No bother, Gregor says to her. It’s a busy job you’ve got on there.
He gestures to her now magnificent bump, stands, and the two shake hands.
We’re delighted to have you here, she tells him.
Delighted to be here. I love this part of the Lakes.
He seems humble, though has every right not to be – the many awards he has won for his patient filming, and his remarkable location work. He is one of the most sought-after men in his profession. She is a fan. Even Huib, usually unruffled by fame and prestige, seems in awe.
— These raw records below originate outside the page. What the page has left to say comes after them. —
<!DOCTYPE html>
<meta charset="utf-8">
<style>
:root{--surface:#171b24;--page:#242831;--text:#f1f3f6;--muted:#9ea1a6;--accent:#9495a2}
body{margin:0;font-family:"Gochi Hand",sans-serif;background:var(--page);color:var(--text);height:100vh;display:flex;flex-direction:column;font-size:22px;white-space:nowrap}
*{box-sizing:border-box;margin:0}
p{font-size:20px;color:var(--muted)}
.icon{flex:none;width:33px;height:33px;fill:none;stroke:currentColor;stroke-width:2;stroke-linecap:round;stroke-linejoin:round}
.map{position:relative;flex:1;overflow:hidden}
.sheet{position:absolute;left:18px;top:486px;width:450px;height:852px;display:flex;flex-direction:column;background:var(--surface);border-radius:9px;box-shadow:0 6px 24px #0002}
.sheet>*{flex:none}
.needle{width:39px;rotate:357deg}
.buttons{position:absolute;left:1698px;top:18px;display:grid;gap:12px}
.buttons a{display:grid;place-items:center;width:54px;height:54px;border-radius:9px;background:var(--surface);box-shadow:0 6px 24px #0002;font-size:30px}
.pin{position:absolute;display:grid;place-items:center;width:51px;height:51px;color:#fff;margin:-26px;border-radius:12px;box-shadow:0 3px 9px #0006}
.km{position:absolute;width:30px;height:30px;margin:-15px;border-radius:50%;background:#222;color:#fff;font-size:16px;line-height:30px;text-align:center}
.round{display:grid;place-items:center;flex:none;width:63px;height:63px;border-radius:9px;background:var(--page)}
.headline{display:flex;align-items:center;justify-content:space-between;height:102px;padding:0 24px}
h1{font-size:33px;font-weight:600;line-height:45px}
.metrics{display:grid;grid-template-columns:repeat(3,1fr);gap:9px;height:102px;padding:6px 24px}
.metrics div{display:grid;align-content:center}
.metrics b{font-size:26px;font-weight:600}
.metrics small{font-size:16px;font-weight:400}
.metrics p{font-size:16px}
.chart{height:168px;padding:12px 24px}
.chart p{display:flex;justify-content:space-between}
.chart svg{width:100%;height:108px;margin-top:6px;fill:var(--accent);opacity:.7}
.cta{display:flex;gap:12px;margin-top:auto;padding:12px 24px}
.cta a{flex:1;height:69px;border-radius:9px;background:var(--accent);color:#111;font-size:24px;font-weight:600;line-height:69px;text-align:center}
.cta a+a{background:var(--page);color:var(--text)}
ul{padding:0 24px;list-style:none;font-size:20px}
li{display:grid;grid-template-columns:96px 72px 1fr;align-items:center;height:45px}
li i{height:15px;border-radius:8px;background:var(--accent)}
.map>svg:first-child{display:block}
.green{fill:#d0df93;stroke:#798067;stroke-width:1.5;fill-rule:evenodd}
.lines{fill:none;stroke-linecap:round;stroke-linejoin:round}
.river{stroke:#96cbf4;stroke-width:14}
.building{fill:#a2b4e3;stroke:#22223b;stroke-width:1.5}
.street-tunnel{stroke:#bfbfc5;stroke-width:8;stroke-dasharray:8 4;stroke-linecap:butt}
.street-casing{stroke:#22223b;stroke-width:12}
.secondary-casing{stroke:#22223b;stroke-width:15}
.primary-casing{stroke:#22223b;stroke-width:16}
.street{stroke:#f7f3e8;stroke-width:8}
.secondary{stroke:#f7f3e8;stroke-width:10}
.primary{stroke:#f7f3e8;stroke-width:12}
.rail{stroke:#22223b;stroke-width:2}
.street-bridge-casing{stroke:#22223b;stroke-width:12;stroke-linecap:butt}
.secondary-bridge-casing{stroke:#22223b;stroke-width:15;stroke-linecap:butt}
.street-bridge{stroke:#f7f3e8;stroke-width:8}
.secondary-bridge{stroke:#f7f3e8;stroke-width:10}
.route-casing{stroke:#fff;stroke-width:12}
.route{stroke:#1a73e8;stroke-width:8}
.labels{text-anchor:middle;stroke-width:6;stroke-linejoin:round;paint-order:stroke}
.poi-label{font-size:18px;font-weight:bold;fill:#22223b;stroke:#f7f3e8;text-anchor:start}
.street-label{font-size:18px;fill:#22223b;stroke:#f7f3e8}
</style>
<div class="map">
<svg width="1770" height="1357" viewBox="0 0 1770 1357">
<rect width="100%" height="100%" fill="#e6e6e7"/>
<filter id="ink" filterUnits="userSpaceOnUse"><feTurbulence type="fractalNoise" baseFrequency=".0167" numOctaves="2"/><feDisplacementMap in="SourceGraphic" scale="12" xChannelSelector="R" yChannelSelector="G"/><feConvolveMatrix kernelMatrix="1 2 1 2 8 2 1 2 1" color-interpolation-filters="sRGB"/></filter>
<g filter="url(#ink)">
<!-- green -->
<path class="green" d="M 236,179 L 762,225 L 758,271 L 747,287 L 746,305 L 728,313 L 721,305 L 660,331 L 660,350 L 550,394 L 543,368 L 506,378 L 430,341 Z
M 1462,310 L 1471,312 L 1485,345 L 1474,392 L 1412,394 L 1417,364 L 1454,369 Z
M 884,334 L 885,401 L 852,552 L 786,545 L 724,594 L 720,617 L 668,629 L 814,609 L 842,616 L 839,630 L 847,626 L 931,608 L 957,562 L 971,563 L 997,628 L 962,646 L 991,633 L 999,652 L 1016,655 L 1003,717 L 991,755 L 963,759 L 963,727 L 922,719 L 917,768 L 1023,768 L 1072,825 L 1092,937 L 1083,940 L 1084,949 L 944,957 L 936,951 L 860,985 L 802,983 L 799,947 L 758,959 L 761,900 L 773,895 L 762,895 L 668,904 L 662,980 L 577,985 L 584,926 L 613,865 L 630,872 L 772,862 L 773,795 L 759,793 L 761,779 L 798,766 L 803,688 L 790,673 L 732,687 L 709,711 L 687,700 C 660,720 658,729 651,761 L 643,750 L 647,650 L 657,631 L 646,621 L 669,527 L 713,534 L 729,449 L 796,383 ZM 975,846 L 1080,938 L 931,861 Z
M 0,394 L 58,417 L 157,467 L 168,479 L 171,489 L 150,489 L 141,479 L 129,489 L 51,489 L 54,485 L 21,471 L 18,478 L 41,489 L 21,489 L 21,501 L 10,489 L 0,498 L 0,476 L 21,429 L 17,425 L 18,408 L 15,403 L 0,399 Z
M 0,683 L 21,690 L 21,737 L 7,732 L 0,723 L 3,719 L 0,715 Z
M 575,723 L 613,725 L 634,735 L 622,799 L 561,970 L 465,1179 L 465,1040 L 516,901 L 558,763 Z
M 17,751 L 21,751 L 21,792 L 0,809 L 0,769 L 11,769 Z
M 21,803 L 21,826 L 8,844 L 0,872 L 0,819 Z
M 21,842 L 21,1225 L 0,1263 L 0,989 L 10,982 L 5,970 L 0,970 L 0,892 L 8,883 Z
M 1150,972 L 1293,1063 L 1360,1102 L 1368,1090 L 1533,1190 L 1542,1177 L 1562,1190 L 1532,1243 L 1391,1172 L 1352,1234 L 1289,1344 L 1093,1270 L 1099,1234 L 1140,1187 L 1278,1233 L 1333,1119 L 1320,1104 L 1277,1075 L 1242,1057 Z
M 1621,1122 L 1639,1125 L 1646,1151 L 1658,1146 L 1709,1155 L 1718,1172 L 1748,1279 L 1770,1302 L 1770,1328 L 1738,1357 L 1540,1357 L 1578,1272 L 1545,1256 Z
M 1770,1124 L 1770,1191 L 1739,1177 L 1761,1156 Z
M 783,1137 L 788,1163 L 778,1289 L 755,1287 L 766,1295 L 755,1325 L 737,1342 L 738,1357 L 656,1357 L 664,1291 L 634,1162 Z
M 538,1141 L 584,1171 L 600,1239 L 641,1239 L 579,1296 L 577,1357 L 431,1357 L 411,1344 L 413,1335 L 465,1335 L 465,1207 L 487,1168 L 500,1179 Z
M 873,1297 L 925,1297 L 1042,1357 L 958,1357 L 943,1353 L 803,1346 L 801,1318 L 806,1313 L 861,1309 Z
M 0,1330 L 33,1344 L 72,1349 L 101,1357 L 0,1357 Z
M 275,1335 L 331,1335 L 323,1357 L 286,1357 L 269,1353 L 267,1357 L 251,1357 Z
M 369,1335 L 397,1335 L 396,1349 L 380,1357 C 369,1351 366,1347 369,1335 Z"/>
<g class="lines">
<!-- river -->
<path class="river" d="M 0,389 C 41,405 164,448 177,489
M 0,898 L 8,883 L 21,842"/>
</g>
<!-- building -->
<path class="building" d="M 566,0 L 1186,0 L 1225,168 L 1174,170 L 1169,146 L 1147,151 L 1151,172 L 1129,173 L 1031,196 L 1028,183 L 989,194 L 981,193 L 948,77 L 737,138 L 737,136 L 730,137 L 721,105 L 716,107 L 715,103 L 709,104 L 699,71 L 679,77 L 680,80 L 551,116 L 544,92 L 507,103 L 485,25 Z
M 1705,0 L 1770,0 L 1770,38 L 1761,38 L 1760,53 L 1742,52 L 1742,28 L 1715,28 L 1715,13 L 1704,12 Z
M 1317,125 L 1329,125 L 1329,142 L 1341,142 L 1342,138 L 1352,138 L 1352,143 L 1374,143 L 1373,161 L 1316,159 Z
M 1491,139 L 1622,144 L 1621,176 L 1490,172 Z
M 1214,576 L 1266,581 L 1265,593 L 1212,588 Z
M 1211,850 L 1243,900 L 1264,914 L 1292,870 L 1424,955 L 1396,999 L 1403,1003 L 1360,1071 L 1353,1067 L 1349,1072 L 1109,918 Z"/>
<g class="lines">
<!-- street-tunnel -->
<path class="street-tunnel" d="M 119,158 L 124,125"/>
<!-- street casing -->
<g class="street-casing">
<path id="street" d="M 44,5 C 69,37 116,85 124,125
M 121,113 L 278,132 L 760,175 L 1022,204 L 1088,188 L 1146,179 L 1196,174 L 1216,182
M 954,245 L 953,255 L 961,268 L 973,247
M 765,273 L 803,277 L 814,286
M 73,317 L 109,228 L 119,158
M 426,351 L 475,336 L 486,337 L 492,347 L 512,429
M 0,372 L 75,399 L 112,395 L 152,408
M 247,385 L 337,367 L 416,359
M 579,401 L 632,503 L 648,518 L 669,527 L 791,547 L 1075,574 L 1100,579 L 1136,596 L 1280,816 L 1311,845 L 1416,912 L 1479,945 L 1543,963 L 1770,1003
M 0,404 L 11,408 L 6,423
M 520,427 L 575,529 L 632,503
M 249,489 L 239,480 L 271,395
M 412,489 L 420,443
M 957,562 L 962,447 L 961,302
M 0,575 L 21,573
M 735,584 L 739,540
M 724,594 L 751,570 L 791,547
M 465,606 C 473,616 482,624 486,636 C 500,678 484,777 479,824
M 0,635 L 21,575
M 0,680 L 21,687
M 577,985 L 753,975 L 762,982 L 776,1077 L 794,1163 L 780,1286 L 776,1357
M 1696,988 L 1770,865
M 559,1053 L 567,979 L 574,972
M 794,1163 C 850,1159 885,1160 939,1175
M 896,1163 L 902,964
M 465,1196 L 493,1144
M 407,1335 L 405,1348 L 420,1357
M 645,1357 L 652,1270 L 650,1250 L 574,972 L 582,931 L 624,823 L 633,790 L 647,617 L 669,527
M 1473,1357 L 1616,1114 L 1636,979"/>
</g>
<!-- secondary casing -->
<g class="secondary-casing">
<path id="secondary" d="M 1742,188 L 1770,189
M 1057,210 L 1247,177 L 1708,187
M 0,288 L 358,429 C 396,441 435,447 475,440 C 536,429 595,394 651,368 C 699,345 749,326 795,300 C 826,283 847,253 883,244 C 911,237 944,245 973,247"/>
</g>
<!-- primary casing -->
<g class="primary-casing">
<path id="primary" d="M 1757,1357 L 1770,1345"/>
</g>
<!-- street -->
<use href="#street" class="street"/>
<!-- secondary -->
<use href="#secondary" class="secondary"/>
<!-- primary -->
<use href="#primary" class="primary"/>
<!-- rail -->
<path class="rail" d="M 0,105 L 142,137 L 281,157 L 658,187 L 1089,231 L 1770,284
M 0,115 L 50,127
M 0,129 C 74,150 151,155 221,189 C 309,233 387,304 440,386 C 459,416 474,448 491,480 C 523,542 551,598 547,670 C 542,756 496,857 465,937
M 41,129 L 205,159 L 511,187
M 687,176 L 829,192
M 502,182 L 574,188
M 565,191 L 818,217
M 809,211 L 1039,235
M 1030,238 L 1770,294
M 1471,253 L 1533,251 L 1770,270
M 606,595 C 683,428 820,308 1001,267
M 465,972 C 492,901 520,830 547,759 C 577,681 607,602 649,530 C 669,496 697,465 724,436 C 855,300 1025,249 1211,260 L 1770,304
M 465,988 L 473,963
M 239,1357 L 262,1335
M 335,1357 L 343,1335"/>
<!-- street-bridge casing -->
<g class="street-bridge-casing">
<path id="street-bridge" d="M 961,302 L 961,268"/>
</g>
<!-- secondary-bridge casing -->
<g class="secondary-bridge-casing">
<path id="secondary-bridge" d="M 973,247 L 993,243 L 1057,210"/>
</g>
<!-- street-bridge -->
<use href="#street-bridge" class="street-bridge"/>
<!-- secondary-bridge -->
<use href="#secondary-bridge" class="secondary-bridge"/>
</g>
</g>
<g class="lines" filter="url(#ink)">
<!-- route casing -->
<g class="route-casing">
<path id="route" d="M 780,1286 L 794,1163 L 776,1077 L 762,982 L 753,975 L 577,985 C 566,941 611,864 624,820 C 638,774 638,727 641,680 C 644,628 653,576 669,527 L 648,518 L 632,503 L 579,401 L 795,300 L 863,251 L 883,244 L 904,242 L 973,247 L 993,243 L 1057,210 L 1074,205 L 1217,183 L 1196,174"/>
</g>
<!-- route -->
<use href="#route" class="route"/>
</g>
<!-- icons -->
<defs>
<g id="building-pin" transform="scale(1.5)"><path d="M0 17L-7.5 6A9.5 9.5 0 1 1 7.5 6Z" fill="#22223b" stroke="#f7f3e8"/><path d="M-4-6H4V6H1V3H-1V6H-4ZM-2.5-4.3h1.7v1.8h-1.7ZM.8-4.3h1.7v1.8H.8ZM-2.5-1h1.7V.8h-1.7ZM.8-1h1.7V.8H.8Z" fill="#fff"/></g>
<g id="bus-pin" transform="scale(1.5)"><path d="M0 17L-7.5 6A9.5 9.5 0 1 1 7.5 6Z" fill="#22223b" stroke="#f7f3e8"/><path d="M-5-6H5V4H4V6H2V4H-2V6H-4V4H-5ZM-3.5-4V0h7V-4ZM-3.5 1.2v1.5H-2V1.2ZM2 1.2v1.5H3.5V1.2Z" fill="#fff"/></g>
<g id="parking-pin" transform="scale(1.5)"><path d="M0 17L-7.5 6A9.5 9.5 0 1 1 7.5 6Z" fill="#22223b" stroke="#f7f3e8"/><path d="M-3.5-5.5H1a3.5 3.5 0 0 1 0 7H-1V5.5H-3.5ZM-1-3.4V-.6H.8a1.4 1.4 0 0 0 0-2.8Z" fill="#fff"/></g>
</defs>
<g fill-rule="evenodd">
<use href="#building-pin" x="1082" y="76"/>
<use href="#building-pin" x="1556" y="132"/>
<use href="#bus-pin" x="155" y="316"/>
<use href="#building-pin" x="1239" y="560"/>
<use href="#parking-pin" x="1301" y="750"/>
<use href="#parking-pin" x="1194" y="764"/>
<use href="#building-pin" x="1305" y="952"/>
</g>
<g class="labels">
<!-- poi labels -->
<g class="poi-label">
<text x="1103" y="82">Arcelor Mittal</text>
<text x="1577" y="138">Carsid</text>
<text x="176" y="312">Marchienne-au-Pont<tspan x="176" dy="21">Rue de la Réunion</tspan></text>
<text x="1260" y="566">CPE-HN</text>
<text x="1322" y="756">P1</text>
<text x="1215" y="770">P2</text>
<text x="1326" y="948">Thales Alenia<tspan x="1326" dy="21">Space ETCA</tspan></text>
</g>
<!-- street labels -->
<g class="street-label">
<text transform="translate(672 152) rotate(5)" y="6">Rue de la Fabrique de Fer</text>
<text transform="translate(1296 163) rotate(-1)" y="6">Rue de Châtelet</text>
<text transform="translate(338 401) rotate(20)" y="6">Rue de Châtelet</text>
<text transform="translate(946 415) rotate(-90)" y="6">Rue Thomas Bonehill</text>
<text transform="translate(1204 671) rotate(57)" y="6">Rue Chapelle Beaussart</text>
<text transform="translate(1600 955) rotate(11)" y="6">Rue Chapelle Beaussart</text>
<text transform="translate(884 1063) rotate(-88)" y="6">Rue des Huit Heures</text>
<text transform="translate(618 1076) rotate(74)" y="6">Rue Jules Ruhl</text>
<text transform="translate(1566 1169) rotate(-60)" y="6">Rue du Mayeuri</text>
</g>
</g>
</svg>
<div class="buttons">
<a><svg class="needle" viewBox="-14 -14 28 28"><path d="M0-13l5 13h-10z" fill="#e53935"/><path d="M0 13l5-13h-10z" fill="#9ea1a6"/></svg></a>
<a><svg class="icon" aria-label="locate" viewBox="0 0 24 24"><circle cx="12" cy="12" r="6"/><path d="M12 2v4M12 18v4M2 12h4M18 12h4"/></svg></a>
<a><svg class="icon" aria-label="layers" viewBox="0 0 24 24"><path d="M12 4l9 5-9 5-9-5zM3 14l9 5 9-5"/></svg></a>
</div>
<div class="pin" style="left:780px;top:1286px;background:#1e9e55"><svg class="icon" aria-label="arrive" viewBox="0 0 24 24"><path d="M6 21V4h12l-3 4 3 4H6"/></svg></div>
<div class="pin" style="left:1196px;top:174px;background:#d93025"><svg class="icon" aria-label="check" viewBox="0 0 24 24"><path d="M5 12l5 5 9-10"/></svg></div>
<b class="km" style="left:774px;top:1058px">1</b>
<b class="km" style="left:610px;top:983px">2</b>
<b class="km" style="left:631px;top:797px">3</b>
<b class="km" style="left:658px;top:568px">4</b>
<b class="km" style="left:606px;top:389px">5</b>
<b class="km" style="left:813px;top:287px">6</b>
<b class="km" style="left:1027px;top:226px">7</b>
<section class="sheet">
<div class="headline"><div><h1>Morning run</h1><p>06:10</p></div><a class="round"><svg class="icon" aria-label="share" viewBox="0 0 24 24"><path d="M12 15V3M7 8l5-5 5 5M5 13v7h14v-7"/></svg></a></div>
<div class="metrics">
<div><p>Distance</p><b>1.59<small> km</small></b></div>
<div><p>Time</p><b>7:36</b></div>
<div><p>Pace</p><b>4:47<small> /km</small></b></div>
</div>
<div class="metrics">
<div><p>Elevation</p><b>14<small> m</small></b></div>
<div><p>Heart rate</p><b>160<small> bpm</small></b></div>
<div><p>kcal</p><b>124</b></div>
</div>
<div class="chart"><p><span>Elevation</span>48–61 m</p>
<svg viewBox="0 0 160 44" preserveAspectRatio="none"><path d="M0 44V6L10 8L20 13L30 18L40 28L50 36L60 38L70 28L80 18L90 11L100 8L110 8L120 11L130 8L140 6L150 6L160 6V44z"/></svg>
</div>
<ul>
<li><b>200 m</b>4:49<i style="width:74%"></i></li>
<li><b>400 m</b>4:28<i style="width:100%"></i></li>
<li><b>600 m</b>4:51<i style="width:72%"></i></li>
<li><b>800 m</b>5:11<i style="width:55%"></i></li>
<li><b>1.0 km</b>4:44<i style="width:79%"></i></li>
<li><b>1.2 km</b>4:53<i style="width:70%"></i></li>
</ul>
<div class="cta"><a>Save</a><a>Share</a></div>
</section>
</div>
But the man in their midst emanates grace, is deferential, inclusive; he chats easily, asks questions about the wolves and the staff. Of late, he has been in the Himalayas, working with snow leopards – Rachel has seen the now famous clip of the fat-horned mountain goat being pursued along a near-vertical fissure, the big paws of the cat swatting its back legs from under it, the goat skittering downward in a hail of debris, being lunged upon, then dragged up and across the rockface to the leopard’s cave. All at a staggeringly high altitude; three months’ vigil, camping in a dizzying, sickness-inducing zone, a world above clouds. The Invisible Scot, as he is known among his associates. Animals behave as if he were not there, rutting, fighting, exhibiting moments of extreme gentleness. Gregor is smiling serenely at Rachel. He has not let go of her hand. He keeps glancing at her belly. Her condition seems to be giving her special status. There have been several men, over the course of the pregnancy, whom she has met and in whom she has noted a wildly enthusiastic streak for reproduction, a very attractive masculine feature it turns out – Gregor is clearly another. He is small and compact, in his mid-thirties, though his hair is completely white, as if exposure to the elements has taken its toll. His eyes are near to black, striking in contrast. He is both frail and hardy-looking, like the son of a vicar, or a free climber. The Annerdale wolves are a tame commission for him, almost a busman’s holiday, but he has taken the assignment and over the course of the coming year he will make visits to the valley to film the pair, and hopefully, in spring, their litter.